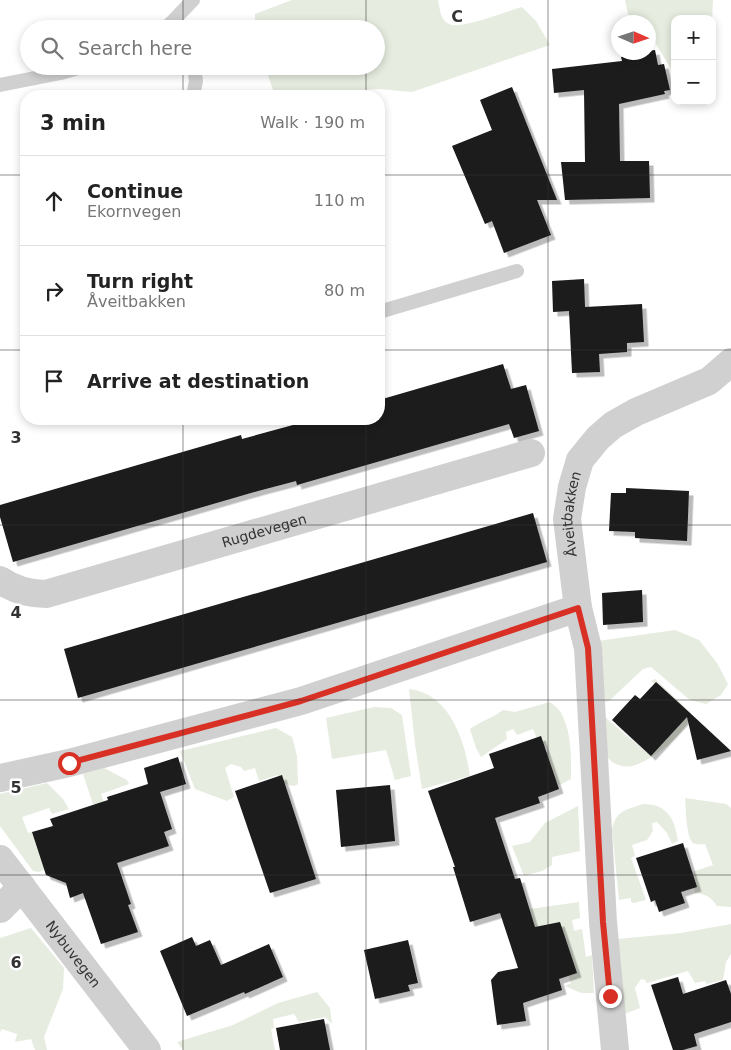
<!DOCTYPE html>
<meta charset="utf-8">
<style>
:root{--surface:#fff;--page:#f6f6f6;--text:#222;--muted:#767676;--line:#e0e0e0}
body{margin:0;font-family:"DejaVu Sans",sans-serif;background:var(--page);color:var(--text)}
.controls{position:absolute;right:15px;top:15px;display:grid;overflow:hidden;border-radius:10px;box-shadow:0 2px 8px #0003}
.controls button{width:45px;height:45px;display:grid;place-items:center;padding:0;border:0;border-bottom:1px solid var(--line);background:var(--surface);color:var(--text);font:25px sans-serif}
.compass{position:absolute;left:611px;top:15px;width:45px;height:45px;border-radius:50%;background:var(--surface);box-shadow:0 2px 8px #0003;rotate:93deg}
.stop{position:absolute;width:15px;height:15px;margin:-11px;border:4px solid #d93025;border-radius:50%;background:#fff}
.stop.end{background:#d93025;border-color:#fff;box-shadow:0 1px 5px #0008}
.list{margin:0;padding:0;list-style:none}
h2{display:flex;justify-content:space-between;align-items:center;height:65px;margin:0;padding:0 20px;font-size:21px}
h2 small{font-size:16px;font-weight:400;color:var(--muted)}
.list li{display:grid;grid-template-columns:32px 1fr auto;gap:15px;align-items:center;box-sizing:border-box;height:90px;padding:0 20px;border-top:1px solid var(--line)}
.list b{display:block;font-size:19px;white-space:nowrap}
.list p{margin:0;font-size:16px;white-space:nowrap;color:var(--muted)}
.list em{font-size:16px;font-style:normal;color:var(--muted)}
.icon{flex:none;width:28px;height:28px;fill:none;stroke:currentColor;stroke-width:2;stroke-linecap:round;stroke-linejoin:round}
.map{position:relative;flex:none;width:731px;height:1050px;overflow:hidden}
.search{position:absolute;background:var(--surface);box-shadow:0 2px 8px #0003;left:20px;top:20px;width:365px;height:55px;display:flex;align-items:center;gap:12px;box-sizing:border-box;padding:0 18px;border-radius:28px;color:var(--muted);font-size:19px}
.panel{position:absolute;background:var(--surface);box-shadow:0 2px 8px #0003;left:20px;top:90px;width:365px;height:335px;border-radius:20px}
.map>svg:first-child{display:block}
</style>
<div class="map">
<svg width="731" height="1050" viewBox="0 0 731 1050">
<defs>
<filter id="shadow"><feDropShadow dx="4.5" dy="4.5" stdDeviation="0" flood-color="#0004"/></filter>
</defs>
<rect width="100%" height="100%" fill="#fff"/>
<g fill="#e6ecdf">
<path d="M292,0H438C440,9 440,20 449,24C462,30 507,11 522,7L536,21L550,45L412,92L379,89L360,90L352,96H275L265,66H376V29H255V14Z"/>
<path d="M625,0H713L712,21V19H675V75L649,33L648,22H637L628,14Z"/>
<path d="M675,630L699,640L717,663L728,684L721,695L706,704L690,700L651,667L643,669L609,701L605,702L598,641Z"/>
<path d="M655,679L691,713C689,732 650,762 632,766C621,768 610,763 605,754C601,746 603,729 603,719L606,718L647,753L684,710L651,681Z"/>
<path d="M409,689C450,693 465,742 470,776L422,789L415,744Z"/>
<path d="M550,702C554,705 559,709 561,713C572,732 571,758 571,779L560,785L552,778L543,754L548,751L545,746H540L533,729L517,735L513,729L506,732L507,739L481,757L476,748L470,729C481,721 493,718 503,710L515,712Z"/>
<path d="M374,707L391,708L402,715L411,776L395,780L386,750L332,759L326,718Z"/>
<path d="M276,728L292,737L297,756L298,784L294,786L281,783L278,775L259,781L255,768L244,771L241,767L231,764L225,768L234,797L227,801L195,789L180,751Z"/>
<path d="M104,768L127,780L129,784L101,794L106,808V844L83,774Z"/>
<path d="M47,783L63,799L69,809L52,814L49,808L22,817L28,833L32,832L45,869L39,872L33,871L0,826V794Z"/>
<path d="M685,798L726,804L731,808V907L717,906C711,897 706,894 695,893L689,873L713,865L705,844C701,844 697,845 693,843C686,837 686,808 685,798Z"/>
<path d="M643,804C668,804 675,820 678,841L672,844L667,833L657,822L652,823L653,831L647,840L632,845L635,856L631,858L646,900L634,903L631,902V898L619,900L612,830C616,810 626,810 643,804Z"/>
<path d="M578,806L580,851L552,857V865L542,871L524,876L512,846L530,842L545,823Z"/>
<path d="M579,902L580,918L572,920L574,931L582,929L586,957L592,955L594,993H581L565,986L571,983L568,975L526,932L523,922L504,927L503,919L521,906L530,909Z"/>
<path d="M731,924V954L726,962L723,980L707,984L705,981L695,983L688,971L647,983L645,980L641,979L635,988L640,1008L624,1014L618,939L681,933Z"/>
<path d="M31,928L64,968L63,989L44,1037L47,1050H35L31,1039L15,1042L17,1034L2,1029L0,1032V938Z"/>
<path d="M317,992L330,1008L332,1024L325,1017L299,1022L294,1014L273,1019L274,1028L271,1029L275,1050H183L177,1042L233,1025L278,1003Z"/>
</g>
<g fill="#1a1a1a" filter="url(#shadow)">
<path d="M655,50L658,65L664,64L670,90L664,91L665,94L619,104L620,161H649L650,198L565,200L561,162H585L584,90L554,93L552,69L622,61L621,57L648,52V51Z"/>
<path d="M512,87L557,200H537L551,235L504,253L492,221L485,224L452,146L492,130L480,100Z"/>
<path d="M584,279L585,307L642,304L644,342L627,343V352L599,354L600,372L572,373L569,311L553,312L552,281Z"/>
<path d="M503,364L511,389L526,385L539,431L514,438L509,424L297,485L296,481L258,491L13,562L0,517V505L241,435L242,439L315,419H379V400Z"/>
<path d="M626,488L689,491L687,541L635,538V532L609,531L611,493H626Z"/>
<path d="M533,513L547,562L78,698L64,649Z"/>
<path d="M642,590L643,622L603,625L602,593Z"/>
<path d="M656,682L690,713L731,751L697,760L687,717L651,756L612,720L635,695L640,699Z"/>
<path d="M541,736L559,789L538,797L540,803L495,818L515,879L520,878L535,927L560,922L577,973L559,979L562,990L523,1003L526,1021L497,1025L491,980L498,972L518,968L500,913L470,922L453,867H455L428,791L494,768L489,754Z"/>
<path d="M178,757L186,784L160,792L172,829L164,832L169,846L117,863L131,904L128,905L138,932L101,944L83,893L70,898L66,883L46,875L32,832L53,826L50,819L108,800L107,797L148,784L144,768Z"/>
<path d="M282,775L316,879L270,893L235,791Z"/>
<path d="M390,785L395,841L341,847L336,790Z"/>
<path d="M683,843L697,887L681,892L685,903L659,912L655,900L651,902L636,858Z"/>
<path d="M192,937L196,946L210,940L221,965L269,944L283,977L245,994L244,992L187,1016L160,951Z"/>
<path d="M408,940L418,983L408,985L410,991L375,999L364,950Z"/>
<path d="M678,977L683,994L726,980L731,994V1022L694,1034L697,1046L683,1050H673L651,985Z"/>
<path d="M324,1019L330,1050H280L276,1028Z"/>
</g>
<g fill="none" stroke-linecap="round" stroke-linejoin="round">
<g stroke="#d0d0d0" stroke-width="14">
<path d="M164,29L172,22L193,0"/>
<path d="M0,85L61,73L85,66"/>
<path d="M193,96L196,81L194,66"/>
<path d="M379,312L517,271"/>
</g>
<g stroke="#d0d0d0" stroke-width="28">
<path id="s1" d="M0,580C14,590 29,594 46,594L531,453"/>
<path d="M0,778L69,763L301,701L578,608"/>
<path id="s2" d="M0,859L147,1050"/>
<path d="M0,909L22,887"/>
<path id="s3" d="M615,1050L603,922L588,648L578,608L567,519L572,487L580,460L598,438L613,425L636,412L709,381L731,362"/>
</g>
</g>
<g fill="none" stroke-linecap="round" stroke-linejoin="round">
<path stroke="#d93025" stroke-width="6" d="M69,763L301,701L578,608L588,648L603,922L610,996"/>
</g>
<path fill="none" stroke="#333" stroke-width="1" stroke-opacity="0.55" d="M183,0V29M366,0V29M548,0V1050M183,66V96M366,66V96M0,175H26M379,175H731M0,350H26M379,350H731M183,419V1050M366,419V1050M0,525H731M0,700H731M0,875H731"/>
<g text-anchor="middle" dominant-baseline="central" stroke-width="5" stroke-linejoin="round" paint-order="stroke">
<g font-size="14" fill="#333" stroke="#fff">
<text stroke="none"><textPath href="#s3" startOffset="539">Åveitbakken</textPath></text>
<text stroke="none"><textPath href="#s1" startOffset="276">Rugdevegen</textPath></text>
<text stroke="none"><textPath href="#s2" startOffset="120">Nybuvegen</textPath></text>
</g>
</g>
<g font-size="16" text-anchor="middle" font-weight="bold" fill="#333" stroke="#fff" stroke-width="5" stroke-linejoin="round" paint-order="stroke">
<text x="457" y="22">C</text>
<text x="16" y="443">3</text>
<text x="16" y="618">4</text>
<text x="16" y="793">5</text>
<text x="16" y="968">6</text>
</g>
</svg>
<div class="controls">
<button>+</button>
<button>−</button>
</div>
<svg class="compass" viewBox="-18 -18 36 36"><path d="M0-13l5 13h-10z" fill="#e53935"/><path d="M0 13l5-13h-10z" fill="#767676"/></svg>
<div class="stop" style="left:69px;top:763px"></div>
<div class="stop end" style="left:610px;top:996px"></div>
<div class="search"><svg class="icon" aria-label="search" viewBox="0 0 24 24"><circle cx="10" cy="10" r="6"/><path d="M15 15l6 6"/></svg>Search here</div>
<section class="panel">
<h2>3 min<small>Walk · 190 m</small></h2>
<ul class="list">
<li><svg class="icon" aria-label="ahead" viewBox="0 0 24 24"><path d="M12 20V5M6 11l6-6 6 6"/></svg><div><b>Continue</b><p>Ekornvegen</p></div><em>110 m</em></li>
<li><svg class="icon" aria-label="right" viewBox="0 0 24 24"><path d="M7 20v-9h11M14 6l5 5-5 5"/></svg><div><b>Turn right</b><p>Åveitbakken</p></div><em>80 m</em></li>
<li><svg class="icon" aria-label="arrive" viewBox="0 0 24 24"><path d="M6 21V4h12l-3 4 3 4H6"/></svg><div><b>Arrive at destination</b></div></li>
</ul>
</section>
</div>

________________________________________

-- Exercise directions --
Across the records above, tally the lines that contain "serif" and give the result as a number alone.

-- Response area --
2